■ **TASK PROMPT**
The answer should consist solely of the lines from the first one below through the line containing "display:grid; place-items:center; width:72px;", copied exactly.

■ **EXTRACTED ENTRIES**
# # # # # # #

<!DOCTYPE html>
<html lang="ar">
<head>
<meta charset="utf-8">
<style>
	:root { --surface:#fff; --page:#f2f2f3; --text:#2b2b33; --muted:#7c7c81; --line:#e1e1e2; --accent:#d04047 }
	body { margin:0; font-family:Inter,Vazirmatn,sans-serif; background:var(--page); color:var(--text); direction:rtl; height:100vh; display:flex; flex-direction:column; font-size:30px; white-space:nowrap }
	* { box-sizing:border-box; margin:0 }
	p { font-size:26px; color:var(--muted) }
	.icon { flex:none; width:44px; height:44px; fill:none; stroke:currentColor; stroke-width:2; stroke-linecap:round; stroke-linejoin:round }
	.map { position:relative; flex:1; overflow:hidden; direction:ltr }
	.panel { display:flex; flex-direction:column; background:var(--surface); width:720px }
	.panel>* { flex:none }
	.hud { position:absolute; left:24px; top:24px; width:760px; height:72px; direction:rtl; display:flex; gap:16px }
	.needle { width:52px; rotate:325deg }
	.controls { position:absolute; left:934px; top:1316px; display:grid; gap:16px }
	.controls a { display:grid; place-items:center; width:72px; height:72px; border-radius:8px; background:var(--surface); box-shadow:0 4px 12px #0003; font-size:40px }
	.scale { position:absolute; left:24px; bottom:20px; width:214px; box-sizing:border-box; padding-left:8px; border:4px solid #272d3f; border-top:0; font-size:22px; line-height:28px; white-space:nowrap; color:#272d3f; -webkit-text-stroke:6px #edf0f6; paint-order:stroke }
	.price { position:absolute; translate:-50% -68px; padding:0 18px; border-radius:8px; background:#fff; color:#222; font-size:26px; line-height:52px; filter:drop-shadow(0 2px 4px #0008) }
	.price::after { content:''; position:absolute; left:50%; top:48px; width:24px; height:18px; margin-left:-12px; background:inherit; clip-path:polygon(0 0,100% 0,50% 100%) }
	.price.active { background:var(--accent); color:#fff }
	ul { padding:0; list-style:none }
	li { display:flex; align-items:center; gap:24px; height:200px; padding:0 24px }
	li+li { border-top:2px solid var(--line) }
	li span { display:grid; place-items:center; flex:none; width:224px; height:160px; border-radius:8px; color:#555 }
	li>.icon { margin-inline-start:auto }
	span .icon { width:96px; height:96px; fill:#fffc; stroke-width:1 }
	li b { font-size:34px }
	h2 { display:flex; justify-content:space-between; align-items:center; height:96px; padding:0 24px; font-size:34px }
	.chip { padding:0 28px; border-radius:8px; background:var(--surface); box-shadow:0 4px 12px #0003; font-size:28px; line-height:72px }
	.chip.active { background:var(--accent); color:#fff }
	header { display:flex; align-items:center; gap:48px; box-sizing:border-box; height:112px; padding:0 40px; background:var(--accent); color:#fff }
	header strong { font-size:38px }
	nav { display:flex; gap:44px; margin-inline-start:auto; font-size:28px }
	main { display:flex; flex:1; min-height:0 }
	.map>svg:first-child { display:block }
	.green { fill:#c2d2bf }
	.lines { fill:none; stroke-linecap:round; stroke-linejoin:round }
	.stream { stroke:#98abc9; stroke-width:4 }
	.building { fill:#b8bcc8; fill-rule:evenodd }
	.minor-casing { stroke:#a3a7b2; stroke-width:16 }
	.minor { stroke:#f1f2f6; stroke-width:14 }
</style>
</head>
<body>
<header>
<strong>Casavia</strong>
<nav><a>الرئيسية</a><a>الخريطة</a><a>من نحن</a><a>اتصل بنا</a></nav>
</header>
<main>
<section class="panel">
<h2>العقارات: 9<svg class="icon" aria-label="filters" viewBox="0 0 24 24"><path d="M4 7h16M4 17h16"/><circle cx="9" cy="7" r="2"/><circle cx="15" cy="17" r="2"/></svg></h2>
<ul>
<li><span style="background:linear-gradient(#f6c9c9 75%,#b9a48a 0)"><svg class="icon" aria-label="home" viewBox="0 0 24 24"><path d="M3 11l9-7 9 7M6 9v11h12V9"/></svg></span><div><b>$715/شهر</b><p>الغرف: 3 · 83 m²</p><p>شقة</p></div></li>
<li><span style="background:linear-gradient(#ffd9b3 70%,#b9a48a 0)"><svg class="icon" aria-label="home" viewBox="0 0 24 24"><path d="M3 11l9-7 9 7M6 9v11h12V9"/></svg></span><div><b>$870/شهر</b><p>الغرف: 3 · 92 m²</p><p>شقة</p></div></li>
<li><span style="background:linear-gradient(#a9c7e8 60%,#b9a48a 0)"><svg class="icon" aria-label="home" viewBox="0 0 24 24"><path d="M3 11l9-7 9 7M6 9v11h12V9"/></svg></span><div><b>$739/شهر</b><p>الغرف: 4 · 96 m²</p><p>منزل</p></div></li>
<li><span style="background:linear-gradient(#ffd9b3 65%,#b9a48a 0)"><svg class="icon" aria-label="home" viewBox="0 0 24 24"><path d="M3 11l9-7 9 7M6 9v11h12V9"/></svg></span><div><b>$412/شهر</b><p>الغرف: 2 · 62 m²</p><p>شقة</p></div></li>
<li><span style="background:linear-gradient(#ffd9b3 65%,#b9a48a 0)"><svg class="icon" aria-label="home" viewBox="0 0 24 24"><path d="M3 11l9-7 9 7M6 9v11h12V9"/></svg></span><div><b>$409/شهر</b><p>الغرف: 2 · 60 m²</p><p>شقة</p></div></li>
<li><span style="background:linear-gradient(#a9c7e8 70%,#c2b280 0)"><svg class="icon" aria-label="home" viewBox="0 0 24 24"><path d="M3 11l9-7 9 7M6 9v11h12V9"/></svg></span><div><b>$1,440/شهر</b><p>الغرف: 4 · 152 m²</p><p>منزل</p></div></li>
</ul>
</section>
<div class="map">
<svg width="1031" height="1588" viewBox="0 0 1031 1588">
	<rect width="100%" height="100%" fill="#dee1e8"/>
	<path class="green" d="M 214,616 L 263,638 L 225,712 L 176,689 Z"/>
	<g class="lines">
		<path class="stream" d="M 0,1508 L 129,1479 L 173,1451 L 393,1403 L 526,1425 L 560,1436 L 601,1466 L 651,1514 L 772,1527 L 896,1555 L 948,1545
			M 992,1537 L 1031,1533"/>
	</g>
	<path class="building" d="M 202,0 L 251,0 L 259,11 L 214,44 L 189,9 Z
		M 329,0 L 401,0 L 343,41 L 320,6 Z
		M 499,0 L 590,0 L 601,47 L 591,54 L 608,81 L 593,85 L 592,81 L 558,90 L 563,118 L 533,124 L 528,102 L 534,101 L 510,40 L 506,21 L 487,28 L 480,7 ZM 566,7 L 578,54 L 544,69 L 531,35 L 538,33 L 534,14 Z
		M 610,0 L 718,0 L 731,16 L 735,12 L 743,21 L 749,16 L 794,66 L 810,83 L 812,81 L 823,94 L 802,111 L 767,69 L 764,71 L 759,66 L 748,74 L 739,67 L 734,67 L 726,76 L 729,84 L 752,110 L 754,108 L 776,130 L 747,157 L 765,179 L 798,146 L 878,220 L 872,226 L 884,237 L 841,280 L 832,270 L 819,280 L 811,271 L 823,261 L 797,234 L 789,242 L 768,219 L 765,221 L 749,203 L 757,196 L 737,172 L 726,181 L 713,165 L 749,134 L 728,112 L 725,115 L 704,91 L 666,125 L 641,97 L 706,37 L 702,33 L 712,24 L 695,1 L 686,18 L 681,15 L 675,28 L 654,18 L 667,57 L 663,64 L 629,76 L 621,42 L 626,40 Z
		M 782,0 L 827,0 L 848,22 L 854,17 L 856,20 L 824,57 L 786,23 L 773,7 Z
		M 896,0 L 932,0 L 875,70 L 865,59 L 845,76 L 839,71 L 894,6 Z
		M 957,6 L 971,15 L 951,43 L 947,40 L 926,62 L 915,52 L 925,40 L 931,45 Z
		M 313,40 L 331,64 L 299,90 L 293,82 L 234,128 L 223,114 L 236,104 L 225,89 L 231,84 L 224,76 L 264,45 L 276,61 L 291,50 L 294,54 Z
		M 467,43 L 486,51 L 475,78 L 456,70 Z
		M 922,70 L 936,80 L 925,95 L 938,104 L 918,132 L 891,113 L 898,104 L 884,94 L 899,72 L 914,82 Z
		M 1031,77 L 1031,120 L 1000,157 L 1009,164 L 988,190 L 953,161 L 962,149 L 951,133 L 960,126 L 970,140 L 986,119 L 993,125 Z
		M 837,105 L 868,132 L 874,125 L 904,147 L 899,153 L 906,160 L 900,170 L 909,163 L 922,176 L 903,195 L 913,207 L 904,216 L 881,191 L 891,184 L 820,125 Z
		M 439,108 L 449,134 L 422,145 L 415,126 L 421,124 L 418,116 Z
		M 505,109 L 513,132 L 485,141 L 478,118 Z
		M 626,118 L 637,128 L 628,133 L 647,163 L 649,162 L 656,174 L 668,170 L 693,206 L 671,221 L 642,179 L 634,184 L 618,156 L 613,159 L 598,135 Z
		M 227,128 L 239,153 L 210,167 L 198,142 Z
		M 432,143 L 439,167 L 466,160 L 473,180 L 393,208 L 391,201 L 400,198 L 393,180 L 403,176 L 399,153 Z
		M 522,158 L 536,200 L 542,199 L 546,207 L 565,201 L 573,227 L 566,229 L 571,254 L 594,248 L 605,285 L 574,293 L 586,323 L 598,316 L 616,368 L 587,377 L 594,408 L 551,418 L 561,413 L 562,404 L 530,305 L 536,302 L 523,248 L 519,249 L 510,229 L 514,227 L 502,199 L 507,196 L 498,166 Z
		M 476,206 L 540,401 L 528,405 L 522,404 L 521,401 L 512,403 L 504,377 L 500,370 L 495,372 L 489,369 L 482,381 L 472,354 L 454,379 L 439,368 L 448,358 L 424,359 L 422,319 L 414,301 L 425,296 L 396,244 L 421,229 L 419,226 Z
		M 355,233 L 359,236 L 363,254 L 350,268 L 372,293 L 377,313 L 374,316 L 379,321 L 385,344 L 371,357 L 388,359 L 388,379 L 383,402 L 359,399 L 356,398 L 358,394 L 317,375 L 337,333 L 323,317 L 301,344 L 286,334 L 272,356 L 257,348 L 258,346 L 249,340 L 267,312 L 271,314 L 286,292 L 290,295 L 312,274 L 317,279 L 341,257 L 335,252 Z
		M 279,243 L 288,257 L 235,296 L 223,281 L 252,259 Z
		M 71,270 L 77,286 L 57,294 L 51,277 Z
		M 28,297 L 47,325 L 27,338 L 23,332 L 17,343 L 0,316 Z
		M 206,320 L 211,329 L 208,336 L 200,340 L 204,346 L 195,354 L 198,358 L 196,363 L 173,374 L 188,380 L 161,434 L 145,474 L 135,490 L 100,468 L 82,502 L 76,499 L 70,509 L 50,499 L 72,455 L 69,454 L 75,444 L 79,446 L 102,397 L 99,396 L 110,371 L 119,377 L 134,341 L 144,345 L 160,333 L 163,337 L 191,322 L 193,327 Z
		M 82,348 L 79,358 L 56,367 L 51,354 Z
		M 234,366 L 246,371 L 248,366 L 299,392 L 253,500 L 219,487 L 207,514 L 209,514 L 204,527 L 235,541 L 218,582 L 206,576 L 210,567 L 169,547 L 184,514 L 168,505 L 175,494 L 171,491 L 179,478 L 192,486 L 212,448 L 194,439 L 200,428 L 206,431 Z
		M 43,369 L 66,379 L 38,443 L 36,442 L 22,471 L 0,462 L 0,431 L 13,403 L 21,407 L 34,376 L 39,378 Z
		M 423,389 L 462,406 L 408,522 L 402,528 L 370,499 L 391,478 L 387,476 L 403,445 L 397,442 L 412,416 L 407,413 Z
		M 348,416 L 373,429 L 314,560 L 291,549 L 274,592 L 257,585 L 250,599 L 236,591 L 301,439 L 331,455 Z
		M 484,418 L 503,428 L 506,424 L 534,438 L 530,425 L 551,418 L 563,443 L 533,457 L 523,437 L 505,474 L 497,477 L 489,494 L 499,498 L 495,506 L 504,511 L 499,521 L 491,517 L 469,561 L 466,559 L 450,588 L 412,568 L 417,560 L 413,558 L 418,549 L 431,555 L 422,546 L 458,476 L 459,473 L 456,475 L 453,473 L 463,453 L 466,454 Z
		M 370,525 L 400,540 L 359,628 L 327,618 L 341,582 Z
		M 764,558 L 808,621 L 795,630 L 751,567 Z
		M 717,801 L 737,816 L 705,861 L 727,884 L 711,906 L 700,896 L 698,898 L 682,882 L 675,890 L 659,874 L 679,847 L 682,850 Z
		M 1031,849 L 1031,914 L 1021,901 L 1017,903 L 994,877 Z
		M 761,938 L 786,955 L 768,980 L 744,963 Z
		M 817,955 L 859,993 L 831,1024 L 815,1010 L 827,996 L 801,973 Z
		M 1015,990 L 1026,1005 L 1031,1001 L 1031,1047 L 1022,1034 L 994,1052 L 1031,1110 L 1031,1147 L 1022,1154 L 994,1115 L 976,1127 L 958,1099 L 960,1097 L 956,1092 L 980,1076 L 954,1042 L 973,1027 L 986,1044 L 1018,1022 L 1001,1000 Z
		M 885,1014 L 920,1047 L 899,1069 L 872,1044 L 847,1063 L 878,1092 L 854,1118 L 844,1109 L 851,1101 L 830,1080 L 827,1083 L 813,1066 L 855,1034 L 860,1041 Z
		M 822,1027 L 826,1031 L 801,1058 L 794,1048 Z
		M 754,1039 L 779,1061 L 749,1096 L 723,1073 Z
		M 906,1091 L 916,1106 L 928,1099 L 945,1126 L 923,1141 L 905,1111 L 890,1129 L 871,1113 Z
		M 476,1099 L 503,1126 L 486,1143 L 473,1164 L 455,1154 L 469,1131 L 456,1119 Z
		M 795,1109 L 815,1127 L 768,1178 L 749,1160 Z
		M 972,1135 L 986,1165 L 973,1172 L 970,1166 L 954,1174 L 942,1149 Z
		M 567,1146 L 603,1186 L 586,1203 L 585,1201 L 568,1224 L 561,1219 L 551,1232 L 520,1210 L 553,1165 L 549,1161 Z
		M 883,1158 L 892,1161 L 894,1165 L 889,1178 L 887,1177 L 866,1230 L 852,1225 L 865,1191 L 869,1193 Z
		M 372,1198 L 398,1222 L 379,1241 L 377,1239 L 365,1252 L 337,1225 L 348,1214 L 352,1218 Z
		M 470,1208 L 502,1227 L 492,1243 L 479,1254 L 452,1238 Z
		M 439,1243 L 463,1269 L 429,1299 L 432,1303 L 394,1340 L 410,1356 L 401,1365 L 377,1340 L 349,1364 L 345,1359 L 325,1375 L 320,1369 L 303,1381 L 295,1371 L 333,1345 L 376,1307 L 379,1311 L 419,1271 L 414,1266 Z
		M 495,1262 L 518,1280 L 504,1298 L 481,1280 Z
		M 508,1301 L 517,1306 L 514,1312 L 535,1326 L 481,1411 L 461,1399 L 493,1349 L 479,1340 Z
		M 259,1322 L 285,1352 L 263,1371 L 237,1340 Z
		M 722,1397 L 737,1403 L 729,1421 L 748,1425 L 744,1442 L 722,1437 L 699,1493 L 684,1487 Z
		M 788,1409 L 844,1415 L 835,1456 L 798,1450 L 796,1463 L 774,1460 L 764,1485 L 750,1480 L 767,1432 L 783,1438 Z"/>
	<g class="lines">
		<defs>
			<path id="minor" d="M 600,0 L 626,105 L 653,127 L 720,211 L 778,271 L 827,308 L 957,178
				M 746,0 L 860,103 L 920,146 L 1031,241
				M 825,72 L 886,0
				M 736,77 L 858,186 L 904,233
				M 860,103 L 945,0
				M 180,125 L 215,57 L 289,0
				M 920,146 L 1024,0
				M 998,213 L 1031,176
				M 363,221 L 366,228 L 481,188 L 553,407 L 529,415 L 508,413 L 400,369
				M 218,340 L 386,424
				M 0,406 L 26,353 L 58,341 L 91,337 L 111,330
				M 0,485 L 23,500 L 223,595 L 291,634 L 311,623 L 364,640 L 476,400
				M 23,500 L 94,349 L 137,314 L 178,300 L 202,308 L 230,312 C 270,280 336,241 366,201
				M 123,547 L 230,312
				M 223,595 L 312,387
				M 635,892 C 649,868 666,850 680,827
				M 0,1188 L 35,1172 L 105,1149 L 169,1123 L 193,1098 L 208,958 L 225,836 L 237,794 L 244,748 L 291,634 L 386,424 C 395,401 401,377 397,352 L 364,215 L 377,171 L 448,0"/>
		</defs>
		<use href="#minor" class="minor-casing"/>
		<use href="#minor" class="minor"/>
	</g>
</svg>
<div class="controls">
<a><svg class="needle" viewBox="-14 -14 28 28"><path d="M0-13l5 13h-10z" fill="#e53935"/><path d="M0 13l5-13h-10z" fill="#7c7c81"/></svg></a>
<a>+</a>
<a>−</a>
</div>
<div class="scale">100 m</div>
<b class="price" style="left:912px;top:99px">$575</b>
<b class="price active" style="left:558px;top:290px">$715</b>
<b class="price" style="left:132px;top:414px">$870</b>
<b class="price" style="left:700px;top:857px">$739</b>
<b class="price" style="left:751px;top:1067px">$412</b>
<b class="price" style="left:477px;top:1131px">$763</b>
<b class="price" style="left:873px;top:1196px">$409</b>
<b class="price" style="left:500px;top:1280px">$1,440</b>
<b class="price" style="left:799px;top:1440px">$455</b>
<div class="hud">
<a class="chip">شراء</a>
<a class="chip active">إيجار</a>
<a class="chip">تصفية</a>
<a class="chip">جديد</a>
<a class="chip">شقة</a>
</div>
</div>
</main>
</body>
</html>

# # # # # # #

■ **ANSWER SECTION**
<!DOCTYPE html>
<html lang="ar">
<head>
<meta charset="utf-8">
<style>
	:root { --surface:#fff; --page:#f2f2f3; --text:#2b2b33; --muted:#7c7c81; --line:#e1e1e2; --accent:#d04047 }
	body { margin:0; font-family:Inter,Vazirmatn,sans-serif; background:var(--page); color:var(--text); direction:rtl; height:100vh; display:flex; flex-direction:column; font-size:30px; white-space:nowrap }
	* { box-sizing:border-box; margin:0 }
	p { font-size:26px; color:var(--muted) }
	.icon { flex:none; width:44px; height:44px; fill:none; stroke:currentColor; stroke-width:2; stroke-linecap:round; stroke-linejoin:round }
	.map { position:relative; flex:1; overflow:hidden; direction:ltr }
	.panel { display:flex; flex-direction:column; background:var(--surface); width:720px }
	.panel>* { flex:none }
	.hud { position:absolute; left:24px; top:24px; width:760px; height:72px; direction:rtl; display:flex; gap:16px }
	.needle { width:52px; rotate:325deg }
	.controls { position:absolute; left:934px; top:1316px; display:grid; gap:16px }
	.controls a { display:grid; place-items:center; width:72px; height:72px; border-radius:8px; background:var(--surface); box-shadow:0 4px 12px #0003; font-size:40px }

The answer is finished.